Records contained in a dataset
[Start of section]

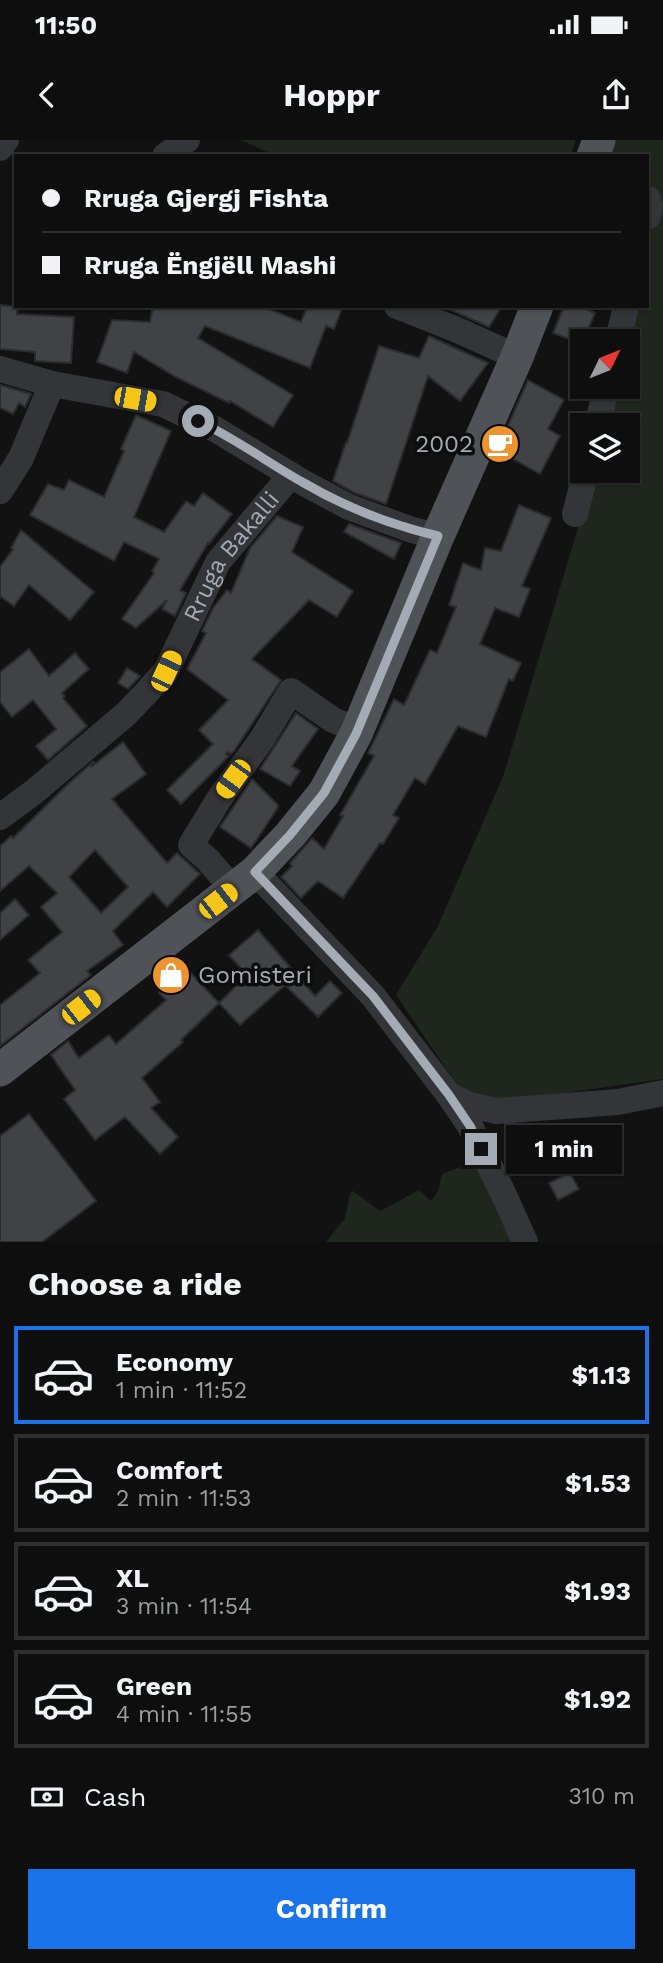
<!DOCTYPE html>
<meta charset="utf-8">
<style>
:root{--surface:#0e0e0e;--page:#171717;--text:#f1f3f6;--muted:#9b9c9e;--line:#2e2e2e;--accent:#1a73e8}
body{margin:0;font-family:"Work Sans",sans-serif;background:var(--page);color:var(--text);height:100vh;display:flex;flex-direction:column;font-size:26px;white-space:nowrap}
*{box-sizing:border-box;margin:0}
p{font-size:23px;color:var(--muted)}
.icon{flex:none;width:38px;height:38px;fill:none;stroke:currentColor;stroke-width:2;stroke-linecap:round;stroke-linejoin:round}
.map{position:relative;height:1102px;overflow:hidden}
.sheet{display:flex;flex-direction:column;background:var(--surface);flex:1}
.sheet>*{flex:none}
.guide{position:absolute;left:14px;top:14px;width:635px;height:154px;border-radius:0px;box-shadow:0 2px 5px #0004,0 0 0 2px var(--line);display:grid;align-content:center;height:154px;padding:0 28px;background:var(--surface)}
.needle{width:46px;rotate:47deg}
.controls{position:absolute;left:570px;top:189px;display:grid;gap:14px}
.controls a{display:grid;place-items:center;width:70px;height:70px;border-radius:0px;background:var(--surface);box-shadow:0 2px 5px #0004,0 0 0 2px var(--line);font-size:35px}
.end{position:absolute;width:32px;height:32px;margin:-16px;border:9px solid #a4abb4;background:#111;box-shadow:0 0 0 4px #111}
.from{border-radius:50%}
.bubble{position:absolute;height:49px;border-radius:0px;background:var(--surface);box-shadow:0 2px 5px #0004,0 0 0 2px var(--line);font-size:23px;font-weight:700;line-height:49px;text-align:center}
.car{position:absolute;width:21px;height:42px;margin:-21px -10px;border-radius:9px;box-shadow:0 0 5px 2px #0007;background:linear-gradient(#f5c518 24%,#345 0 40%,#f5c518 0 76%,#345 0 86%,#f5c518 0)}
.guide b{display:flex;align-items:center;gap:24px;height:66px;font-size:26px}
.guide b+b{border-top:2px solid var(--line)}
.guide i{width:18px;height:18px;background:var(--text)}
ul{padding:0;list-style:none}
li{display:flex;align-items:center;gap:21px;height:98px;margin:0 14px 10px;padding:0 14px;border:4px solid var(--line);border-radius:0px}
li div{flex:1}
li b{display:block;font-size:26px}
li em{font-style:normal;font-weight:700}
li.active{border-color:var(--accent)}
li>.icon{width:63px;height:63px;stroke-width:1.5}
h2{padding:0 28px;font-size:32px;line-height:84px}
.pay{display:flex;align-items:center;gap:18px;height:77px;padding:0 28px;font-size:26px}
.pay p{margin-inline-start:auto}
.primary-button{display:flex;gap:14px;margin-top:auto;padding:14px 28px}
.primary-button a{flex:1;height:80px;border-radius:0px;background:var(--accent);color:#fff;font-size:28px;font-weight:700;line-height:80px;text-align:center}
.status{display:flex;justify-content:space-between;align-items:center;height:49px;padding:0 35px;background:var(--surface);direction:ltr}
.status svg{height:19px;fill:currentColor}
header{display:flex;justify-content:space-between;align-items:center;height:91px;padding:0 28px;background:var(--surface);font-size:32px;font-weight:700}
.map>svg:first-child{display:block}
.green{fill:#1e261e}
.building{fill:#414246;stroke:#2c2c2f;stroke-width:2;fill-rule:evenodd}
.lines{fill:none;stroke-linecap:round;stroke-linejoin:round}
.minor{stroke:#333538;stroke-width:26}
.major{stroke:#4f5257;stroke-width:33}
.route{stroke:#a4abb4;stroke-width:9}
.labels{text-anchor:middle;stroke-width:7;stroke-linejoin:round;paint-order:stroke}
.poi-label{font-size:24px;fill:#a4abb4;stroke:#0d0d0e;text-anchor:end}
.street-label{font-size:24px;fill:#a4abb4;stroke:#0d0d0e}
</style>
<div class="status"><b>11:50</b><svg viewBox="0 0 49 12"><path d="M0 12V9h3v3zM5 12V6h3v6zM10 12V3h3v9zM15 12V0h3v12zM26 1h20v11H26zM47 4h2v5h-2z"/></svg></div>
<header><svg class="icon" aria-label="back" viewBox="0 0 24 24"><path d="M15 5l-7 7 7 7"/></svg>Hoppr<svg class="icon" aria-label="share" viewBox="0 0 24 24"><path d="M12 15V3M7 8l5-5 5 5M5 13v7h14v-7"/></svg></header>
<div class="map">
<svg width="663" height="1102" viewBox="0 0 663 1102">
<rect width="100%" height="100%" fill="#121213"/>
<path class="green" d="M 241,0 L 576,0 L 570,16 L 276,16 Z
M 611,0 L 663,0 L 663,939 L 506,961 L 462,952 L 396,855 L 438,786 L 504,634 L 595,331 L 628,331 L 628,285 L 605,285 L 613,247 L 628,247 L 628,201 L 634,166 L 648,166 L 648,105 L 655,70 L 653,49 L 648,38 L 648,16 L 605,16 Z
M 478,1020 L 516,1102 L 326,1102 L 345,1078 L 350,1053 L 353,1051 L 380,1071 L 419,1050 L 431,1061 L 438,1051 L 442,1034 Z"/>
<path class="building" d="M 0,165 L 18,167 L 17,174 L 74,177 L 71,223 L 35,221 L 35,212 L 0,209 Z
M 153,166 L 261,166 L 301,182 L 307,166 L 343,166 L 334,189 L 326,186 L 310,228 L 205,186 L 198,198 L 293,255 L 273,287 L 230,261 L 229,263 L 176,237 L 134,212 L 127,233 L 97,222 L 112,180 L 150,182 Z
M 442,166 L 502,166 L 489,187 Z
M 564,166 L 579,166 L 595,173 L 582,204 L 553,193 Z
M 429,196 L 488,223 L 460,261 L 428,236 L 386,364 L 355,353 L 333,341 L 346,302 L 347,303 L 379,206 L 419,218 Z
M 528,240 L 564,260 L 548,289 L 560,296 L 540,334 L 497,310 Z
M 0,245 L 31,254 L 25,267 L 19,263 L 13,274 L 0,268 Z
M 136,275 L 171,291 L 134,377 L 164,392 L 186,361 L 194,366 L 203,353 L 232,374 L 209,404 L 208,403 L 180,450 L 186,453 L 175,476 L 162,469 L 167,460 L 136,488 L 122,479 L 154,433 L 152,431 L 159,419 L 124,402 L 114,421 L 30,375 L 48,344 L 64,350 L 69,340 L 104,357 L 124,311 L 121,309 Z
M 519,365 L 551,378 L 522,446 L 530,449 L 519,477 L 495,468 L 480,504 L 521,523 L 513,541 L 509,539 L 486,597 L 458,586 L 425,644 L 415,638 L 393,675 L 399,678 L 383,704 L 380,703 L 343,758 L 318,741 L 301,758 L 281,737 L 292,726 L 290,723 L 312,698 L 324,709 L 343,676 L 340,675 L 374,616 L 368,613 L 394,559 L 404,565 L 430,510 L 437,513 L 456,467 L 449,465 L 463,423 L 481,430 L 485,408 L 501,411 Z
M 277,376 L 303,387 L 292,412 L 353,451 L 337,477 L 309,460 L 252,519 L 281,540 L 234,611 L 231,614 L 228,612 L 226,614 L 229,616 L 181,664 L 167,650 L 213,604 L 199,590 L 228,560 L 187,529 L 206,493 L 202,491 L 213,468 L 227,450 L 231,453 L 250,408 Z
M 349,384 L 401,403 L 394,419 L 344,392 Z
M 21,390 L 94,452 L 70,480 L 29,445 L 14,466 L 0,456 L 0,427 L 13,409 L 11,408 Z
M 29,509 L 49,536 L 75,513 L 89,529 L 62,553 L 65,556 L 63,558 L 87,586 L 48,620 L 36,606 L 56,589 L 33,560 L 12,577 L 0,562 L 0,532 Z
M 127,528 L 140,536 L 128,549 L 118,543 Z
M 296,573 L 318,589 L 292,626 L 300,631 L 290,646 L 260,629 Z
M 123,602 L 146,634 L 112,659 L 167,723 L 177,713 L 200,734 L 167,767 L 153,752 L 113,791 L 123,805 L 87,831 L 91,835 L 0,906 L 0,865 L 40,833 L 28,820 L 62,792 L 41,767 L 57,753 L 29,726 L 0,751 L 0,706 L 11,696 L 13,698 L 68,644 L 94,621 L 91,627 ZM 95,710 L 128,747 L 101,773 L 69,737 Z
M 252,639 L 278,665 L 277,669 L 251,708 L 220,687 Z
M 15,759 L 29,775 L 0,800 L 0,773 Z
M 258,790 L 315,856 L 330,841 L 342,853 L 318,877 L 285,845 L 240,885 L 219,863 L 247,835 L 229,815 Z
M 186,828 L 219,863 L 181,900 L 183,902 L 142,938 L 160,962 L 151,968 L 178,997 L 160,1014 L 125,977 L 95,1000 L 64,959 L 75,950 L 51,915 L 68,901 L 79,918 L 109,895 L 116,904 L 166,860 L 159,853 Z
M 29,974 L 96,1061 L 42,1102 L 0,1102 L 0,996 Z
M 570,1033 L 579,1049 L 558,1060 L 549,1043 Z"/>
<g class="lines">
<g class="minor">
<path d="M 0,8 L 6,0"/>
<path d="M 165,16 L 187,0"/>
<path d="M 648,59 L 650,65 L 648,76"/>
<path d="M 397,166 L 455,189 L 517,217"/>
<path d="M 618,201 L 626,166"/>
<path d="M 0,229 L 52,244 L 163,264 L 215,289 L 304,343 L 349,367 L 412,390 L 438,396"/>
<path d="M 597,285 L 607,247"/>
<path d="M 0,351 L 21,318 L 52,244"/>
<path d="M 575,374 L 586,331"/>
<path id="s1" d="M 0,677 L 35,651 L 126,574 L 148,551 L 166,531 L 218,422 L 291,335"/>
<path d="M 255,732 L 373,856 L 449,955 L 470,986 L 504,1055 L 525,1102"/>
<path d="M 233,749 L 208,720 L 191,705 L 219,659 L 262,599 L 291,551 L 333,580 L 358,590"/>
<path d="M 449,955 L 469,965 L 497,971 L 618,962 L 663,953"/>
</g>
<path class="major" d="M 593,16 L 599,0
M 0,930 L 255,732 L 290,695 L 324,653 L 356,594 L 438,396 L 517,217 L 537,166"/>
</g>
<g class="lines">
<path class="route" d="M 198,281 C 235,298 268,323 304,343 C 345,367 391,385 438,396 L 356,594 L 324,653 L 290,695 L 255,732 L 373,856 L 449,955 L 470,986 L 481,1009"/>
</g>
<defs>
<symbol id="cafe-disc" viewBox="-11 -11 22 22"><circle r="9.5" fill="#ed9330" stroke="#0d0d0e"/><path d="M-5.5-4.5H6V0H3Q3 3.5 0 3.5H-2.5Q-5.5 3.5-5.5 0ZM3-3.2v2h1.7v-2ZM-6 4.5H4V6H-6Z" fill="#fff"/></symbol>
<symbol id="shop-disc" viewBox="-11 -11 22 22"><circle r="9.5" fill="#ed9330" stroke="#0d0d0e"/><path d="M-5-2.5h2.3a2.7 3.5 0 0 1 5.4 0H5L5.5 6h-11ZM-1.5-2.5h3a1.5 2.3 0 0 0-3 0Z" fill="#fff"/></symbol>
</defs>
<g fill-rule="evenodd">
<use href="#cafe-disc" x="478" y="282" width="44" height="44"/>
<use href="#shop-disc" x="149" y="813" width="44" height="44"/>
</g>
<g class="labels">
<g class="poi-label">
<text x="473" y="312">2002</text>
<text x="198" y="843" text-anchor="start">Gomisteri</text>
</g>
<g class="street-label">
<text dy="8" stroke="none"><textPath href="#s1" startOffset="354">Rruga Bakalli</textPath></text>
</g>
</g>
</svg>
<div class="controls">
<a><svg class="needle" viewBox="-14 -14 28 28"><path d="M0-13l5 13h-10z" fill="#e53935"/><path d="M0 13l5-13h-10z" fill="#9b9c9e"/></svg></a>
<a><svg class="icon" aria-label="layers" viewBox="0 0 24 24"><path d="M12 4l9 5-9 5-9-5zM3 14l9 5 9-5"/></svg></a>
</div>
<i class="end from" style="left:198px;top:281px"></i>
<i class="end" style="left:481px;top:1009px"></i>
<div class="bubble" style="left:506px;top:985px;width:116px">1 min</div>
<i class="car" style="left:135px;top:259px;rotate:100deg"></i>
<i class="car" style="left:166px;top:531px;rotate:25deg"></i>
<i class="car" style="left:233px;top:639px;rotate:216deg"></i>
<i class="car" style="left:218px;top:761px;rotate:52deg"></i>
<i class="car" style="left:81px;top:867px;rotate:52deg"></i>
<div class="guide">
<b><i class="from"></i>Rruga Gjergj Fishta</b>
<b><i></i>Rruga Ëngjëll Mashi</b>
</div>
</div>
<section class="sheet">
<h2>Choose a ride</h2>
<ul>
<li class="active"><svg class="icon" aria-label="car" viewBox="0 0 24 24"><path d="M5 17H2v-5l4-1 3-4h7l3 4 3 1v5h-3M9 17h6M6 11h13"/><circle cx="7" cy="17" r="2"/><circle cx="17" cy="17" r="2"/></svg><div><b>Economy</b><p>1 min · 11:52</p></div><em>$1.13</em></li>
<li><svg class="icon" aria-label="car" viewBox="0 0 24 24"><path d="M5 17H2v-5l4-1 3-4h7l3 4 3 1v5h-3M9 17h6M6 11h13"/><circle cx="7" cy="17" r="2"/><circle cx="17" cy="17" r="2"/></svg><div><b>Comfort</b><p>2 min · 11:53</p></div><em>$1.53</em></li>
<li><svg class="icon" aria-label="car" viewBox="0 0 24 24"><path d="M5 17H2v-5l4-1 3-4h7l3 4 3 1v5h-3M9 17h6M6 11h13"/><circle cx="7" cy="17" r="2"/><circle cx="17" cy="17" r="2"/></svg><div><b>XL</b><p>3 min · 11:54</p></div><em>$1.93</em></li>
<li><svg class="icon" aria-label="car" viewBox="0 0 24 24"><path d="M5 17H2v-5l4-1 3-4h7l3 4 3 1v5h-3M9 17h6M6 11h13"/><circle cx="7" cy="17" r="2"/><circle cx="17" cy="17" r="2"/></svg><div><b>Green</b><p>4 min · 11:55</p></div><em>$1.92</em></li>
</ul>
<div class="pay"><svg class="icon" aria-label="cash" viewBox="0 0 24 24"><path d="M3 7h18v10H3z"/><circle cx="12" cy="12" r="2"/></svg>Cash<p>310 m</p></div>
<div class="primary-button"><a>Confirm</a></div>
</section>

[End of section]

PROMPT: What lines in the data above contain the word "auto"? Copy them all.

SOLUTION BELOW:
.pay p{margin-inline-start:auto}
.primary-button{display:flex;gap:14px;margin-top:auto;padding:14px 28px}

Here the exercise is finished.